Founded in 1884, the Grolier Club is America’s oldest and largest society for bibliophiles. The Club has fostered interest in the book arts for over 130 years, through exhibitions, publications, lectures, and—perhaps most importantly—through the formation of a research Library devoted to the arts of the book.
The Library was established to collect, preserve, and provide access to materials relating to the Club’s mission “to foster the study, collecting, and appreciation of books and works on paper, their art, history, production, and commerce.” Today, the Library boasts a research collection of more than 100,000 volumes on the art and history of the book, including bibliographies, histories of printing and graphic processes, type specimens, and fine and historic examples of printing, binding, and illustration. In addition, the Library has exceptionally strong holdings in the literature of collecting and the antiquarian book trade, including book catalogues of all types—printed and manuscript inventories of private libraries, catalogues of antiquarian booksellers, and book auction sales, many annotated with buyers’ names and prices. The Grolier Club Library’s holdings of book catalogues are among the most comprehensive in the country; and these, along with the papers of important bibliophiles, bibliographers, and antiquarian book dealers, have long been recognized as an important and often unique resource for Library patrons. Although modest in size compared to many large research institutions, the Library’s accessibility, manageable scale, and narrow focus endow it with several distinct advantages over larger, more generalized collections.
The Library’s collections are open to all qualified researchers—members and non-members alike—on equal terms, subject to the appropriate care and handling of the materials. Typical users include private collectors, antiquarian booksellers, academic scholars, book artists, and graduate students. In addition, the Library offers two William H. Helfand research fellowships per year, enabling both new and established scholars to take advantage of its unique collections.
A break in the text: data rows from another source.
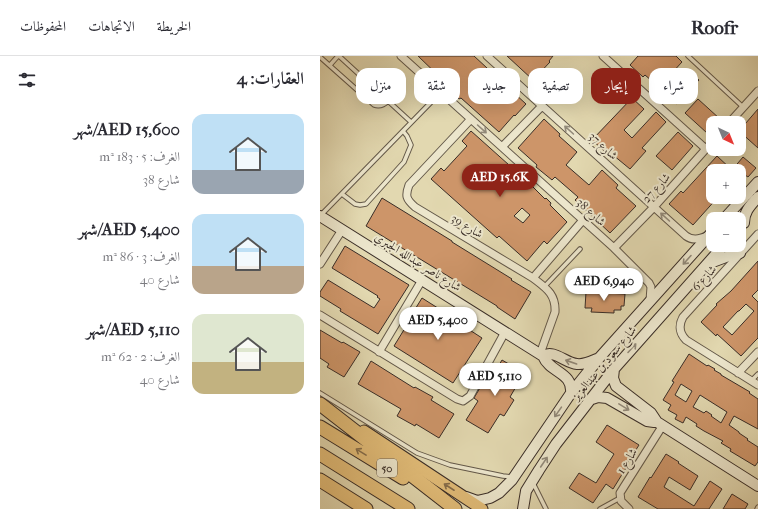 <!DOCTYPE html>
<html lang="ar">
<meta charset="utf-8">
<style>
:root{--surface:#fff;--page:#f7f7f7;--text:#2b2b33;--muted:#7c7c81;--line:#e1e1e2;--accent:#8f2418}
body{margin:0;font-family:"IM FELL French Canon",Amiri,serif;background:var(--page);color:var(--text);direction:rtl;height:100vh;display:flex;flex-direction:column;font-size:15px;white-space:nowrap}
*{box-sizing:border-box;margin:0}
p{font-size:13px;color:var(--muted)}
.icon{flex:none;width:22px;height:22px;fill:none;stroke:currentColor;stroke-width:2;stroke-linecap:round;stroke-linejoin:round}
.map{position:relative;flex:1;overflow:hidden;direction:ltr}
.drawer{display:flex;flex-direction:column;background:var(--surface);width:320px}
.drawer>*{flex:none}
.top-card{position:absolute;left:12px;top:12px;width:366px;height:36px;direction:rtl;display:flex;gap:8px}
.needle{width:26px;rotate:137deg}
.tools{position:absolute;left:386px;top:60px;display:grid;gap:8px}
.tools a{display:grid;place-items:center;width:40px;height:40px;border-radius:8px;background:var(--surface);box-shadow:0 4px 16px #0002;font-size:20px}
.price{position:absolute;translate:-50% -34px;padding:0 9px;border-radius:14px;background:#fff;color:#222;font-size:13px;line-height:26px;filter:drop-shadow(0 1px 2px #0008)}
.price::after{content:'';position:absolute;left:50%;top:24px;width:12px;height:9px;margin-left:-6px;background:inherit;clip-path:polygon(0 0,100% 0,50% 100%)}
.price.current{background:var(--accent);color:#fff}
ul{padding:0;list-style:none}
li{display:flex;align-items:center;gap:12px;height:100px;padding:0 16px}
li span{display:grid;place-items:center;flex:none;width:112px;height:80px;border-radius:12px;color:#555}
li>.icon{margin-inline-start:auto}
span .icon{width:48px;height:48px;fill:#fffc;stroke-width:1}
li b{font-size:17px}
h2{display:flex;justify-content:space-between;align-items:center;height:48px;padding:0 16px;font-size:17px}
.pill{padding:0 14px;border-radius:12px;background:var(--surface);box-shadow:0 4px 16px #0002;font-size:14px;line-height:36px}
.pill.current{background:var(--accent);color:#fff}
header{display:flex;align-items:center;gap:24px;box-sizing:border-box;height:56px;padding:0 20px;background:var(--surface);border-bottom:1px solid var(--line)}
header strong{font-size:19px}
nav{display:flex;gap:22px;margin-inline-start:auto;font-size:14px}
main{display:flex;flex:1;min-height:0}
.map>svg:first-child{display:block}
.building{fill:#cd9569;stroke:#392d27;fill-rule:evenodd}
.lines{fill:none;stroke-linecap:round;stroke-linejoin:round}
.lane-casing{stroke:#635849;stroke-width:5.5}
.street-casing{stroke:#635849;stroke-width:9}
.secondary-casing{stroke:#392d27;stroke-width:12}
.primary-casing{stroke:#392d27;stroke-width:13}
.highway-casing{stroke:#392d27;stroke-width:15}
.lane{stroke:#ece6cc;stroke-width:3.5}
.street{stroke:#ece6cc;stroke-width:7}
.secondary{stroke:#ece6cc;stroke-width:10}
.primary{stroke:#e1bc78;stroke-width:11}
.highway{stroke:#e1bc78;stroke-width:13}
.oneway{stroke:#928a7a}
.oneway2{stroke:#856d4b}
.labels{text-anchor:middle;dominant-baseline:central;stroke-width:4;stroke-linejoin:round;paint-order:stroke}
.shield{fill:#ece6cc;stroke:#6f6458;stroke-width:1}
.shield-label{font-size:11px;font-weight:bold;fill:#392d27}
.street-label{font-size:12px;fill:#392d27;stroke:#ece6cc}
</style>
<header>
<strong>Roofr</strong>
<nav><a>الخريطة</a><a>الاتجاهات</a><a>المحفوظات</a></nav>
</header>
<main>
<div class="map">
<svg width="438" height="453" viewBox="0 0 438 453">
<rect width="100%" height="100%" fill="#e2d8b0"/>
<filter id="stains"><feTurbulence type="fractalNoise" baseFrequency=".005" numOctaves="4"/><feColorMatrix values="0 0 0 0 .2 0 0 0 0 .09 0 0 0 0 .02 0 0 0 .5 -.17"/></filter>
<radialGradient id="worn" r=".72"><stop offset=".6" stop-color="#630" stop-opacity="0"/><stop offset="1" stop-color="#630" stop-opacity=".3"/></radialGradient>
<path class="building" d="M98,0H154L206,48L195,60L194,59L179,76L141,42L139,43L122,28L124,25Z
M187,0H233L229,5L230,6L213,24Z
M318,0H356L362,6L339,31L325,19L323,21L310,9Z
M368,15L379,24L357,48L346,39Z
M312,42L324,53L304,74L312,82L336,56L346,66L322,92L326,95L310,113L293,99L291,101L272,84Z
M378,43L400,63L396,67H393V71L387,77L365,57Z
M438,53V92L419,75Z
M224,63L240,78L239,80L257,96L246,109L269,129L282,114L298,129L296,132L316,150L290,177L255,144L258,141L235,121L232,124L216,111L217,109L198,92Z
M151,75L208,126L225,143L226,142L231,147L230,149L247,166L227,188L224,185L207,205L179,180L177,182L111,123L121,112L124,115L147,90L142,85ZM202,152L210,159L203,167L194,160Z
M358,76L373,90L352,114L336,100Z
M397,100L412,114L423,101L436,112L428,121L425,119L419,126V115H393V141H398L373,169L349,148L361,135L363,137Z
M62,142L132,185V186L192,223L191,224L211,236L195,263L177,251V250L46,170Z
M25,190L89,229L58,278L20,255L21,253L0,240V236L8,224L54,252L60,243L57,241L58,240L12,212Z
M438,205V234L432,240L438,246V282L435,285L421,300L397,278L396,280L381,266L397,249L396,248L411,235ZM426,248L434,255L412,279L403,271L418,255H419Z
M266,236L305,238L304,250H301V254H294V257L271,256L272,252H265Z
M102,242L143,268L142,269L162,282L133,327L74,290L90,264L89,263Z
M0,274L22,287L23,286L40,296L24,321L7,311L9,308L0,302Z
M369,298L387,310L388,309L395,313L394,314L401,318V319L430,336L429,337L438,343V373L414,360L409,369L419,376V377L428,383L427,384L438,391V406L435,410L410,395L411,393L401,387L403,385L384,375L376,370L377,368L366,361L363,367L355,363L357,359L348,354L351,349L343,344L354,326L352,325ZM361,328L372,335L366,346L355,339ZM380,339L407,356L401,367L391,360L392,359L386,355L384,357L373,351Z
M182,304L204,317L190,341L194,344L184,360L180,358L168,377L146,364L158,345L154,342L164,325L168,328Z
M51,305L94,332L95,331L113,341L111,344L134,358L119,382L96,368L95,370L77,360L81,353L38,328Z
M287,369L319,389L305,411L306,412L293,433L286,428L273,447L249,432L259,417L276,427L294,398L276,386Z
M346,398L359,406L358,407L378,420L370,434L349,421L344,431L374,450L390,425L402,433L389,453H338L318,441L330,421L331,422Z
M412,438L428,448L425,453H403Z"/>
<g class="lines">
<defs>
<path id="lane" d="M19,0L91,66
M368,0L423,51
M0,1L54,49C59,51 64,49 68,45
M10,9L18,0
M22,138L35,148L40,149L46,148L84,106L91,89L87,80L83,75
M1,159L121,36
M224,231L260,193
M431,325L438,318
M0,337L97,397L130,409L183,420L193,421
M213,427L226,453
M280,453L300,442
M437,453L438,451"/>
<path id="street" d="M81,0L294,192L329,227L331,231L330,244
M167,0L366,180C373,185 379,183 387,180
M283,0L386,93
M151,63L89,129C85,140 86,143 95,151L213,222C226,232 236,238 235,256L220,298
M409,67L438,35
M182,91L222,50
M438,178L363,261C358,270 360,278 366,284L438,329
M294,192L334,151L393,85
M0,208L22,174
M213,222L263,164
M0,259L137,343L143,345L150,340L185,276
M59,296L102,224
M418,317L438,296
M309,453L301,445L300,437L343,369"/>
<path id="secondary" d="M0,160L223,300C230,317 253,316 251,337
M404,163L438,126
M424,167C424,155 431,149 438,141
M390,207L406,201L420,197
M223,300C234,293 245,307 257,308C264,309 272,305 279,302
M294,313L293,322L296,330L331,357L337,366L438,430
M269,344L278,341L287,342L327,365L334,366H337
M146,441L157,445L170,442L179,437L192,424L251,337L280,301L393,175
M203,453L206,435L219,414L236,388L294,313L404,189"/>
<path id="primary" d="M44,375L162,453"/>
<path id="highway" d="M0,348L135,453
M0,371L83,422
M0,398L88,453
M0,424L46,453"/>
</defs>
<use href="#lane" class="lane-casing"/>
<use href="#street" class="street-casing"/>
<use href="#secondary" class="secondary-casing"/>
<use href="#primary" class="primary-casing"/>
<use href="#highway" class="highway-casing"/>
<use href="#lane" class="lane"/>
<use href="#street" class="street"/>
<use href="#secondary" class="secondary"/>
<use href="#primary" class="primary"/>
<use href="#highway" class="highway"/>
</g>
<defs><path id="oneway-shaft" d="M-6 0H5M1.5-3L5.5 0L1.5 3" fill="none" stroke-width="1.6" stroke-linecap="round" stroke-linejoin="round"/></defs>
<g class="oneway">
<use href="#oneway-shaft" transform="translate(162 73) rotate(42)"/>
<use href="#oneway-shaft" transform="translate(249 74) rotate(-138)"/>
<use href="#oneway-shaft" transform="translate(345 161) rotate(-138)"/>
<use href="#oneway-shaft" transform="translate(367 204) rotate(132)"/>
<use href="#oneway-shaft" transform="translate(312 292) rotate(-48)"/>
<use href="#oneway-shaft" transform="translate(251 306) rotate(-161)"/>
<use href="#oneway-shaft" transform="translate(304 351) rotate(31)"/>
<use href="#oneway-shaft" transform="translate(238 356) rotate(125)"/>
<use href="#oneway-shaft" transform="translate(224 406) rotate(-56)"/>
</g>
<g class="oneway2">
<use href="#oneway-shaft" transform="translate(41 396) rotate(-148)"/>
<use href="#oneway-shaft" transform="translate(129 431) rotate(-147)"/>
</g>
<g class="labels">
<rect class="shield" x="57" y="403" width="20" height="18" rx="3"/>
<g class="shield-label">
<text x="67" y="412">50</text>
</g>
<g class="street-label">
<text transform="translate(283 90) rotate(42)">شارع 37</text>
<text transform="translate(336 132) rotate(-48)">شارع 27</text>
<text transform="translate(271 156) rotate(42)">شارع 38</text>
<text transform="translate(147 170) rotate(31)">شارع 39</text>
<text transform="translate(98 206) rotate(32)">شارع ناصر عبدالله الجبري</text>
<text transform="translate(384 222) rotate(-48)">شارع 6</text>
<text transform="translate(284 307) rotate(-50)">شارع سعود بن عبدالعزيز</text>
<text transform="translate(307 405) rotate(-58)">شارع 1</text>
</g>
</g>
<rect width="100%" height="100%" filter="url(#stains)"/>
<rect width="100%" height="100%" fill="url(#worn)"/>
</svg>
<div class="tools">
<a><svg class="needle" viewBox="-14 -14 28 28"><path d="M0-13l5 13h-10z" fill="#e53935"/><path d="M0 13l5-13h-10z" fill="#7c7c81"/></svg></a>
<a>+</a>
<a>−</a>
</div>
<b class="price current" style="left:180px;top:142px">AED 15.6K</b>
<b class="price" style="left:284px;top:246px">AED 6,940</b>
<b class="price" style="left:118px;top:285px">AED 5,400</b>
<b class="price" style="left:175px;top:341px">AED 5,110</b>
<div class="top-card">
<a class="pill">شراء</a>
<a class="pill current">إيجار</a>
<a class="pill">تصفية</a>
<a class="pill">جديد</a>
<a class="pill">شقة</a>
<a class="pill">منزل</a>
</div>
</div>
<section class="drawer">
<h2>العقارات: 4<svg class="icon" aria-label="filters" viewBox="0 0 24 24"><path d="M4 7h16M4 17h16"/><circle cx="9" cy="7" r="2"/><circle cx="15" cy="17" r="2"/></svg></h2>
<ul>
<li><span style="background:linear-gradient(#bfe0f5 70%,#9aa5b1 0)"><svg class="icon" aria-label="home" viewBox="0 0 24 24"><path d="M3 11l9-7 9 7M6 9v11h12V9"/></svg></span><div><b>AED 15,600/شهر</b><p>الغرف: 5 · 183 m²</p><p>شارع 38</p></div></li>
<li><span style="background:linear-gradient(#bfe0f5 65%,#b9a48a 0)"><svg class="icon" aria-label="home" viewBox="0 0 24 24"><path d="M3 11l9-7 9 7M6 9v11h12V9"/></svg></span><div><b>AED 5,400/شهر</b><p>الغرف: 3 · 86 m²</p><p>شارع 40</p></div></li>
<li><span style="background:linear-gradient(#dfe7d0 60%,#c2b280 0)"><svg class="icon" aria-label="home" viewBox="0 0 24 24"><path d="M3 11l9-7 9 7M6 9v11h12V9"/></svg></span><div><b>AED 5,110/شهر</b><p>الغرف: 2 · 62 m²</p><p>شارع 40</p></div></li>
</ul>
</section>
</main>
Awareness of the collections in the scholarly community is fostered by cataloguing collections according to international standards and making those records available through the Library’s online catalogue and through bibliographic databases such as OCLC’s WorldCat. The Library has also begun modest efforts to digitize materials in its collection. In 2017, the Library received funds from a New York City-based granting agency (METRO, Metropolitan New York Library Council) to support the digitization of a group of approximately 2,500 bookplates representing women book collectors (The Maria Gerard Messenger Women’s Bookplates Collection).